No, geekbench is hated because its about as useful as Dhrystone. Its a collection of largely uninteresting kernals that have little to no impact on actual application performance and its omnibus number is completely useless as it doesn't tell you anything because its trying to combine too many disparate aspects including roughly half its value being pointless embarrassingly parallel runs. Its working sets are far too small, even by mobile standards, to be useful. It doesn't model at all any real application load. Nor does it have any actual research behind the including of its parts or tuning of those parts. And finally, the whole thing is incredibly opaque.
If you want to do actual comparisons, run Spec with various compilers or use real application based benchmarks.
A8X/A8/A7 all run exceptionally well in real-world benchmarks. I'm sure you've used an iPhone 5s or 6, or iPad air 2 and noticed how quickly they run. They also beat intel in perf/W in javascript benchmarks. There are literally NO cross platform benchmarks that intel wins when comparing A8X at 3.5-4W and Haswell at 15W in perf/W. Please show me where I am wrong here.

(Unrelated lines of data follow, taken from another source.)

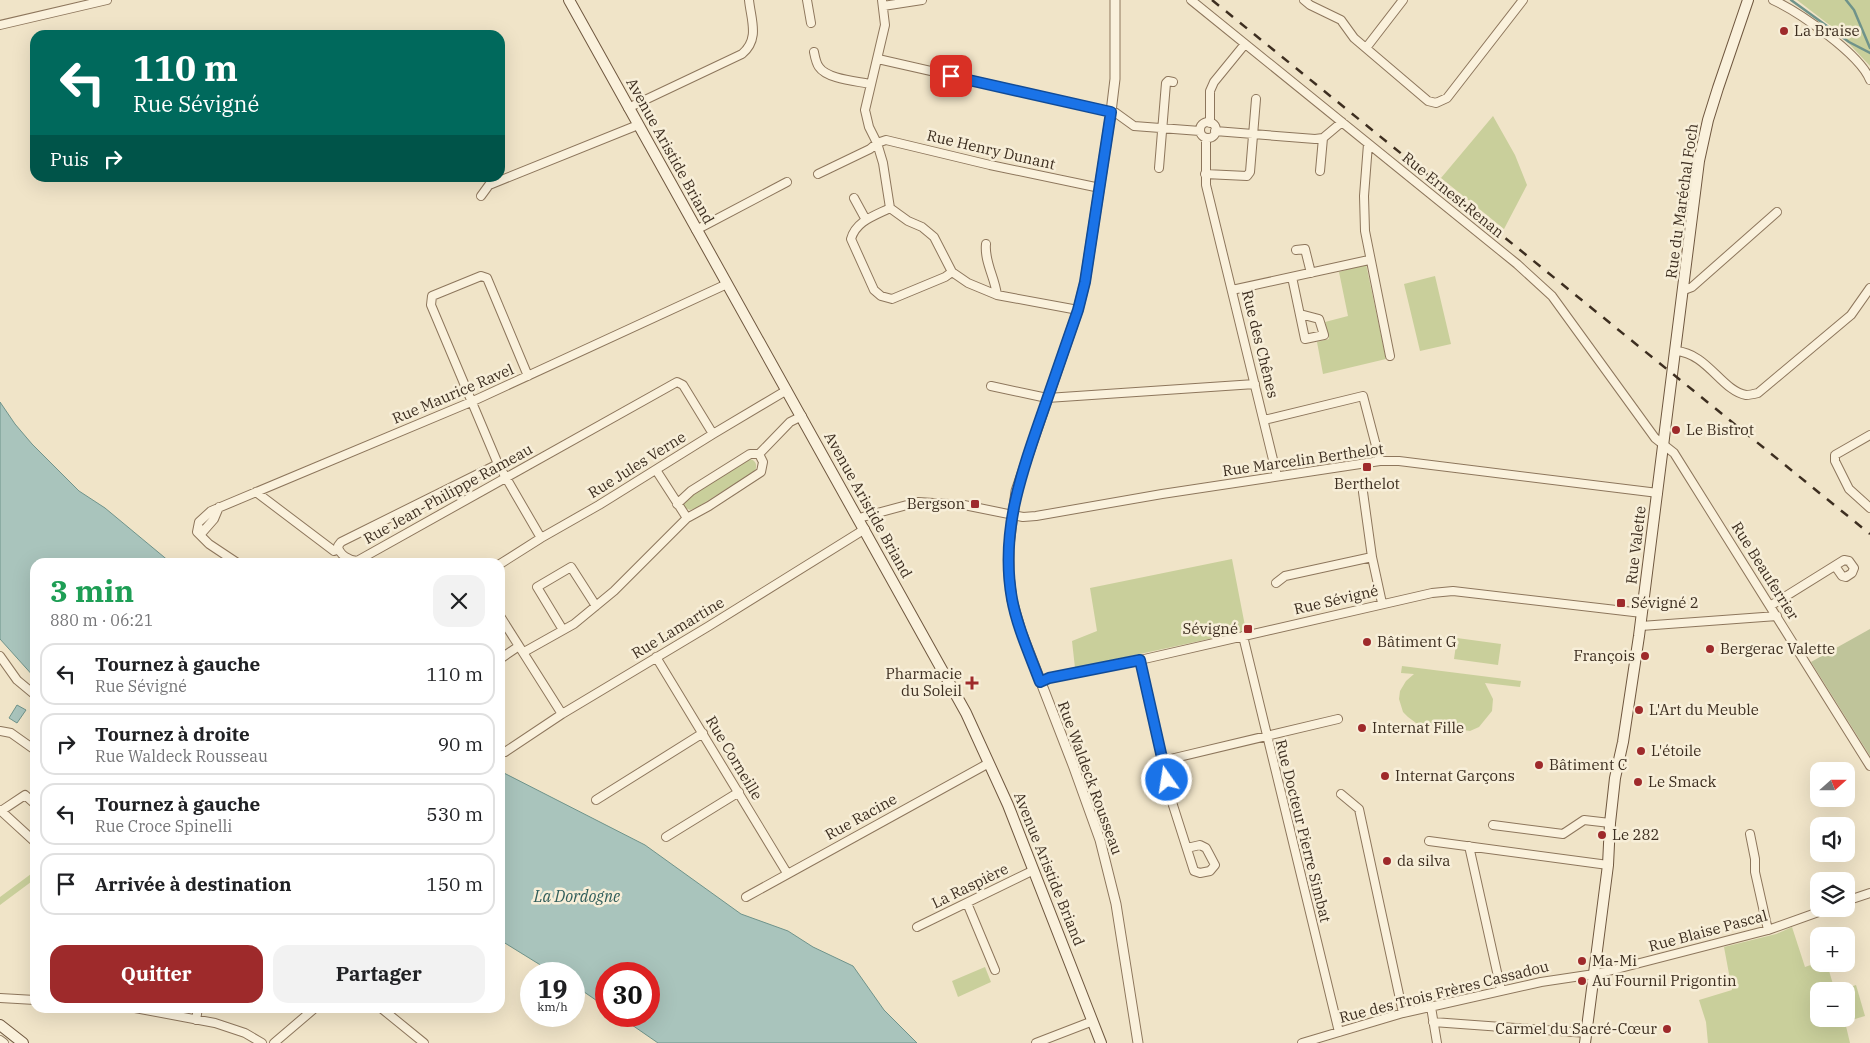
<!DOCTYPE html>
<html lang="fr">
<meta charset="utf-8">
<style>
:root{--surface:#fff;--page:#f2f2f2;--text:#202124;--muted:#757577;--line:#e0e0e0;--accent:#9e2a2b}
body{margin:0;font-family:"IBM Plex Serif",serif;background:var(--page);color:var(--text);height:100vh;display:flex;flex-direction:column;font-size:19px;white-space:nowrap}
*{box-sizing:border-box;margin:0}
p{font-size:16px;color:var(--muted)}
.icon{flex:none;width:28px;height:28px;fill:none;stroke:currentColor;stroke-width:2;stroke-linecap:round;stroke-linejoin:round}
.map{position:relative;flex:1;overflow:hidden}
.panel{position:absolute;left:30px;top:558px;width:475px;height:455px;display:flex;flex-direction:column;background:var(--surface);border-radius:15px;box-shadow:0 5px 20px #0002}
.panel>*{flex:none}
.top-card{position:absolute;left:30px;top:30px;width:475px;height:152px;border-radius:15px;box-shadow:0 5px 20px #0002;background:#00695c;color:#fff;overflow:hidden}
.needle{width:32px;rotate:69deg}
.tools{position:absolute;left:1810px;top:762px;display:grid;gap:10px}
.tools a{display:grid;place-items:center;width:45px;height:45px;border-radius:10px;background:var(--surface);box-shadow:0 5px 20px #0002;font-size:25px}
.speed{position:absolute;left:520px;top:962px;display:flex;gap:10px;font-size:25px;font-weight:700;text-align:center}
.speed>*{display:grid;place-content:center;width:65px;height:65px;border-radius:50%;background:var(--surface);box-shadow:0 5px 20px #0002;line-height:1}
.speed small{font-size:12px;font-weight:400}
.speed .limit{border:8px solid #d22;background:#fff;color:#111}
.pin{position:absolute;display:grid;place-items:center;width:42px;height:42px;color:#fff;margin:-21px;border-radius:10px;box-shadow:0 2px 8px #0006}
.me{position:absolute;width:55px;margin:-28px;rotate:347deg;stroke-linejoin:round;filter:drop-shadow(0 0 4px #0008)}
.turn{display:flex;align-items:center;gap:18px;height:105px;padding:0 20px;font-size:22px}
.turn .icon{width:65px;height:65px;stroke-width:2.5}
.turn b{display:block;font-size:35px;line-height:42px}
.then{display:flex;align-items:center;height:48px;padding:0 20px;background:#0003;gap:10px;font-size:19px}
.round{display:grid;place-items:center;flex:none;width:52px;height:52px;border-radius:15px;background:var(--page)}
.summary{display:flex;align-items:center;justify-content:space-between;height:85px;padding:0 20px}
h1{font-size:30px;font-weight:700;line-height:38px;color:#1e9e55}
.action{display:flex;gap:10px;margin-top:auto;padding:10px 20px}
.action a{flex:1;height:58px;border-radius:15px;background:var(--accent);color:#fff;font-size:20px;font-weight:700;line-height:58px;text-align:center}
.action a+a{background:var(--page);color:var(--text)}
ul{padding:0;list-style:none}
li{display:flex;align-items:center;gap:15px;height:62px;margin:0 10px 8px;padding:0 10px;border:2px solid var(--line);border-radius:15px}
li div{flex:1}
li b{display:block;font-size:19px}
li em{font-style:normal}
.map>svg:first-child{display:block}
</style>
<div class="map">
<svg width="1870" height="1043" viewBox="0 0 1870 1043">
<rect width="100%" height="100%" fill="#f0e4c8"/>
<path fill="#c9cf9b" d="M1797,0H1870V66L1836,30Z
M1493,116L1515,155L1527,185L1504,229L1441,178Z
M1366,264L1386,359L1323,374L1317,342L1329,339L1325,322L1348,316L1339,272Z
M1435,276L1451,344L1420,351L1404,284Z
M748,459C755,459 758,464 755,471L696,508L690,510L685,508L683,505L684,499Z
M1232,559L1246,631L1075,668L1072,641L1097,631L1090,588Z
M1457,638L1501,644L1498,665L1454,659Z
M1402,666L1521,681L1520,687L1485,683L1493,699L1492,711L1479,727L1470,731L1416,723L1408,717L1403,712L1399,699L1400,691L1406,681L1414,674L1401,673Z
M35,871V879L0,905V897Z
M1792,927L1805,967L1819,962V964H1827L1835,991H1819V1019H1846V991H1839L1856,985L1865,1016L1845,1022L1850,1043H1708L1706,1022L1699,1000L1732,990L1724,947L1776,934Z
M985,967L991,982L958,997L952,981Z"/>
<path fill="#bfc49a" d="M1870,629V756L1811,662Z"/>
<path fill="#a9c4bc" stroke="#6f938a" d="M0,402L15,424L32,444L79,491L105,508L170,562H35V678L0,639Z
M17,705L26,710L17,723L9,718Z
M500,771L645,845L741,914L788,931L813,947L853,966L884,1010L917,1043H658L619,1016H649V974H606V1007L574,985V974H555L500,940Z"/>
<g fill="none" stroke-linecap="round" stroke-linejoin="round">
<path stroke="#6f938a" stroke-width="2.5" d="M1791,0L1849,42L1870,53
M1846,0L1854,10L1870,48"/>
<g stroke="#8d765c" stroke-width="10">
<path id="minor" d="M807,0L811,23
M882,0L885,25L865,110L869,127L877,143L883,163L890,208L908,221L922,227L934,237L952,272L968,283L997,295L1078,310
M1191,0L1517,264L1552,296L1655,438L1674,453L1870,766
M1304,0L1310,5L1341,20L1354,38L1428,101L1436,103L1447,98L1523,0
M1773,0C1799,12 1860,54 1870,80
M883,6L922,0
M0,25L107,0
M1366,48L1403,0
M814,52C815,57 816,63 819,67C827,79 856,81 870,84
M878,59L1116,113L1134,126L1200,131
M628,108L742,54C760,39 751,20 749,0
M1200 130a8 8 0 1 1 16 0a8 8 0 1 1-16 0Z
M1210,123V91L1214,82L1245,44
M1215,131L1315,139L1323,138L1342,122
M1206,138V185L1277,476
M1368,144L1364,196L1365,231L1390,356
M1159,168L1166,83L1168,81L1173,82
M1320,171L1323,138
M818,174L870,149L877,143L886,140L990,165L1100,188
M1205,174L1247,176L1250,172L1256,99
M481,196L489,185L638,125
M854,198L866,220
M890,208C874,216 856,221 851,239L874,290L881,296L892,299L945,277L952,272
M696,230L787,182
M986,244C984,261 995,278 997,295
M1296,250L1305,249L1311,273
M1292,277L1305,339L1324,335L1319,319L1300,314
M1232,290L1369,260
M1684,290L1692,287L1777,212
M1676,351C1707,353 1722,391 1746,395C1749,395 1754,394 1758,393L1851,315L1870,288
M528,376L487,278L481,276L432,296L431,305L498,464L541,538
M991,386L1047,398L1255,384
M1264,420L1363,396L1380,461
M1870,435L1835,455V461L1849,489L1870,508
M498,464L341,542L338,546C339,555 349,560 357,561L677,382L683,385L713,434
M256,492L334,551L338,549
M1363,492L1372,557
M677,504L691,491L750,454H759
M687,518L709,506L761,472L763,462L759,454L790,422L802,416
M859,518L918,502L964,505L1023,517L1036,516L1162,494L1380,461H1399L1658,493
M200,535L214,519L219,507
M236,562L209,544L197,532L199,522L211,511L471,402L727,284
M500,564L541,538L599,505L713,434L787,390
M1276,583L1285,576L1372,557L1382,603
M1770,606L1844,560L1849,561L1854,568L1852,573L1846,577L1842,576L1835,566
M500,616L562,714
M1641,626L1777,616
M563,630L537,587L571,567L596,606
M1243,636L1339,1032
M524,652L574,624L614,591L687,518L656,470
M0,656L17,680L35,695
M656,657L787,873
M500,659L519,646
M1140,660L1171,799L1194,871L1200,873L1210,871L1215,865L1206,848L1200,845L1187,848
M1040,681L1049,678L1140,660L1432,593L1453,591L1642,613
M0,731L11,733L35,750
M505,752L562,714L709,626L865,529
M1162,761L1338,719
M1341,794L1359,809L1403,1013
M596,800L703,733
M0,810L35,842
M1,811L25,795L35,804
M1493,825L1563,834L1584,820L1610,823
M1750,834L1755,859V872L1768,930
M666,837L739,792
M1429,841L1608,865
M1469,846L1501,990
M746,897L989,763
M1846,901L1870,893
M967,903L995,970
M917,927L1034,870
M0,998L35,1000
M1431,1007L1437,1043
M135,1008L215,1023L245,1033L262,1043
M381,1008L424,1043
M196,1020L198,1008
M1433,1022L1587,1033
M0,1040L4,1043
M274,1043L315,1008
M1036,1043L1093,1021
M1302,1043L1403,1013L1541,982L1601,973L1768,930L1827,909"/>
</g>
<g stroke="#8d765c" stroke-width="11">
<path id="tertiary" d="M1115,0V79L1111,112L1085,282L1078,310L1016,491L1009,546V575L1012,600L1021,631L1073,765L1100,840L1116,904L1138,1043"/>
</g>
<g stroke="#6f573f" stroke-width="12">
<path id="secondary" d="M569,0L966,713L1008,805L1101,1043
M0,1025L23,1043
M1585,1043L1608,865L1610,823L1615,778L1623,742L1639,636L1699,161L1708,120L1718,88L1748,0"/>
</g>
<use href="#minor" stroke="#faf1dc" stroke-width="8"/>
<use href="#tertiary" stroke="#faf1dc" stroke-width="9"/>
<use href="#secondary" stroke="#faf1dc" stroke-width="10"/>
<path stroke="#3d2e20" stroke-width="2.5" stroke-dasharray="9 9" stroke-linecap="butt" d="M1212,0L1870,534"/>
</g>
<g fill="none" stroke-linecap="round" stroke-linejoin="round">
<g stroke="#114b97" stroke-width="12">
<path id="route" d="M951,76L1111,112L1085,282L1078,310C1066,344 1054,379 1042,414C1021,474 1000,533 1012,599C1017,627 1030,655 1040,682L1049,678L1140,660L1167,780"/>
</g>
<use href="#route" stroke="#1a73e8" stroke-width="9"/>
</g>
<g fill="#9e2a2b" stroke="#f7eed8" stroke-width="2">
<circle cx="1784" cy="31" r="5"/>
<circle cx="1676" cy="430" r="5"/>
<rect x="1362" y="462" width="10" height="10" rx="2.5"/>
<rect x="970" y="499" width="10" height="10" rx="2.5"/>
<rect x="1616" y="598" width="10" height="10" rx="2.5"/>
<rect x="1243" y="624" width="10" height="10" rx="2.5"/>
<circle cx="1367" cy="642" r="5"/>
<circle cx="1710" cy="649" r="5"/>
<circle cx="1645" cy="656" r="5"/>
<path d="M969.5 675.5h5v5h5v5h-5v5h-5v-5h-5v-5h5z"/>
<circle cx="1639" cy="710" r="5"/>
<circle cx="1362" cy="728" r="5"/>
<circle cx="1641" cy="751" r="5"/>
<circle cx="1539" cy="765" r="5"/>
<circle cx="1385" cy="776" r="5"/>
<circle cx="1638" cy="782" r="5"/>
<circle cx="1602" cy="835" r="5"/>
<circle cx="1387" cy="861" r="5"/>
<circle cx="1582" cy="961" r="5"/>
<circle cx="1582" cy="981" r="5"/>
<circle cx="1667" cy="1029" r="5"/>
</g>
<g text-anchor="middle" stroke-width="5" stroke-linejoin="round" paint-order="stroke">
<g font-size="15" fill="#3d2e20" stroke="#f7eed8" text-anchor="start">
<text x="1794" y="36">La Braise</text>
<text x="1686" y="435">Le Bistrot</text>
<text x="1367" y="489" text-anchor="middle">Berthelot</text>
<text x="965" y="509" text-anchor="end">Bergson</text>
<text x="1631" y="608">Sévigné 2</text>
<text x="1238" y="634" text-anchor="end">Sévigné</text>
<text x="1377" y="647">Bâtiment G</text>
<text x="1720" y="654">Bergerac Valette</text>
<text x="1635" y="661" text-anchor="end">François</text>
<text x="962" y="679" text-anchor="end">Pharmacie<tspan x="962" dy="17">du Soleil</tspan></text>
<text x="1649" y="715">L'Art du Meuble</text>
<text x="1372" y="733">Internat Fille</text>
<text x="1651" y="756">L'étoile</text>
<text x="1549" y="770">Bâtiment C</text>
<text x="1395" y="781">Internat Garçons</text>
<text x="1648" y="787">Le Smack</text>
<text x="1612" y="840">Le 282</text>
<text x="1397" y="866">da silva</text>
<text x="1592" y="966">Ma-Mi</text>
<text x="1592" y="986">Au Fournil Prigontin</text>
<text x="1657" y="1034" text-anchor="end">Carmel du Sacré-Cœur</text>
</g>
<g font-size="15" fill="#3d2e20" stroke="#f7eed8">
<text transform="translate(991 150) rotate(13)" y="5">Rue Henry Dunant</text>
<text transform="translate(670 151) rotate(61)" y="5">Avenue Aristide Briand</text>
<text transform="translate(1453 195) rotate(39)" y="5">Rue Ernest Renan</text>
<text transform="translate(1682 201) rotate(-82)" y="5">Rue du Maréchal Foch</text>
<text transform="translate(1260 344) rotate(76)" y="5">Rue des Chênes</text>
<text transform="translate(453 394) rotate(-23)" y="5">Rue Maurice Ravel</text>
<text transform="translate(1303 460) rotate(-8)" y="5">Rue Marcelin Berthelot</text>
<text transform="translate(637 465) rotate(-32)" y="5">Rue Jules Verne</text>
<text transform="translate(448 494) rotate(-29)" y="5">Rue Jean-Philippe Rameau</text>
<text transform="translate(868 505) rotate(61)" y="5">Avenue Aristide Briand</text>
<text transform="translate(1636 545) rotate(-83)" y="5">Rue Valette</text>
<text transform="translate(1765 571) rotate(58)" y="5">Rue Beauferrier</text>
<text transform="translate(1336 600) rotate(-13)" y="5">Rue Sévigné</text>
<text transform="translate(678 628) rotate(-31)" y="5">Rue Lamartine</text>
<text transform="translate(734 758) rotate(59)" y="5">Rue Corneille</text>
<text transform="translate(1090 778) rotate(70)" y="5">Rue Waldeck Rousseau</text>
<text transform="translate(861 817) rotate(-29)" y="5">Rue Racine</text>
<text transform="translate(1303 831) rotate(76)" y="5">Rue Docteur Pierre Simbat</text>
<text transform="translate(1049 869) rotate(68)" y="5">Avenue Aristide Briand</text>
<text transform="translate(970 886) rotate(-26)" y="5">La Raspière</text>
<text transform="translate(1708 931) rotate(-15)" y="5">Rue Blaise Pascal</text>
<text transform="translate(1444 992) rotate(-14)" y="5">Rue des Trois Frères Cassadou</text>
</g>
<g font-size="16" font-style="italic" fill="#2f5d5a" stroke="#f7eed8">
<text x="577" y="902">La Dordogne</text>
</g>
</g>
</svg>
<div class="tools">
<a><svg class="needle" viewBox="-14 -14 28 28"><path d="M0-13l5 13h-10z" fill="#e53935"/><path d="M0 13l5-13h-10z" fill="#757577"/></svg></a>
<a><svg class="icon" aria-label="sound" viewBox="0 0 24 24"><path d="M4 9h4l5-4v14l-5-4H4zM17 9q2 3 0 6"/></svg></a>
<a><svg class="icon" aria-label="layers" viewBox="0 0 24 24"><path d="M12 4l9 5-9 5-9-5zM3 14l9 5 9-5"/></svg></a>
<a>+</a>
<a>−</a>
</div>
<div class="speed"><div>19<small>km/h</small></div><div class="limit">30</div></div>
<div class="pin" style="left:951px;top:76px;background:#d93025"><svg class="icon" aria-label="arrive" viewBox="0 0 24 24"><path d="M6 21V4h12l-3 4 3 4H6"/></svg></div>
<svg class="me" style="left:1167px;top:780px" viewBox="-20 -20 40 40"><circle r="17" fill="#1a73e8" stroke="#fff" stroke-width="3"/><path d="M0-11L8 9 0 5-8 9z" fill="#fff"/></svg>
<div class="top-card">
<div class="turn"><svg class="icon" aria-label="left" viewBox="0 0 24 24"><path d="M17 20v-9H6M10 6l-5 5 5 5"/></svg><div><b>110 m</b>Rue Sévigné</div></div>
<div class="then">Puis<svg class="icon" aria-label="right" viewBox="0 0 24 24"><path d="M7 20v-9h11M14 6l5 5-5 5"/></svg></div>
</div>
<section class="panel">
<div class="summary"><div><h1>3 min</h1><p>880 m · 06:21</p></div><a class="round"><svg class="icon" aria-label="close" viewBox="0 0 24 24"><path d="M6 6l12 12M18 6L6 18"/></svg></a></div>
<ul>
<li><svg class="icon" aria-label="left" viewBox="0 0 24 24"><path d="M17 20v-9H6M10 6l-5 5 5 5"/></svg><div><b>Tournez à gauche</b><p>Rue Sévigné</p></div><em>110 m</em></li>
<li><svg class="icon" aria-label="right" viewBox="0 0 24 24"><path d="M7 20v-9h11M14 6l5 5-5 5"/></svg><div><b>Tournez à droite</b><p>Rue Waldeck Rousseau</p></div><em>90 m</em></li>
<li><svg class="icon" aria-label="left" viewBox="0 0 24 24"><path d="M17 20v-9H6M10 6l-5 5 5 5"/></svg><div><b>Tournez à gauche</b><p>Rue Croce Spinelli</p></div><em>530 m</em></li>
<li><svg class="icon" aria-label="arrive" viewBox="0 0 24 24"><path d="M6 21V4h12l-3 4 3 4H6"/></svg><div><b>Arrivée à destination</b></div><em>150 m</em></li>
</ul>
<div class="action"><a>Quitter</a><a>Partager</a></div>
</section>
</div>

You are correct that Apple has not, and probably can't for the moment match intel in peak performance. That's not what this topic is about, we are talking about a Macbook Air 12" Retina. The discussion is whether or not a A9 ARM Apple designed processor could serve to give adequate performance. In what way is the iPad Air 2's performance not adequate for that kind of device? This would obviously have a higher clocked, higher TDP processor than an iPad.
Apple probably won't ditch intel completely, not all at once anyways. Intel still offers performance that peaks at 5-10x that of peak A8X in their multi-processor Xeon systems. However, that's at 20-50x the peak power draw. So they are not suitable for mobile stuff.
There is no reason for apple to continue using intel in a 7MM 12" form factor. It is, in fact, a poor engineering choice to put a 15W Broadwell or even "4.5W" Broadwell (as evidenced by insane throttling in Yoga 3 pro, a 12" 8mm tablet, even at 3.5W) in this new macbook Air.
There is just no way to engineer your way around that loss in battery volume (over 50%, remember the macbook air was 13" this is 12" and this is also half the thickness) and TDP capacity. Look at what Lenovo did. They are not retards.
IF apple do manage to fit broadwell-U into that form factor with good performance, I will be amazed. That would be an epic engineering feat.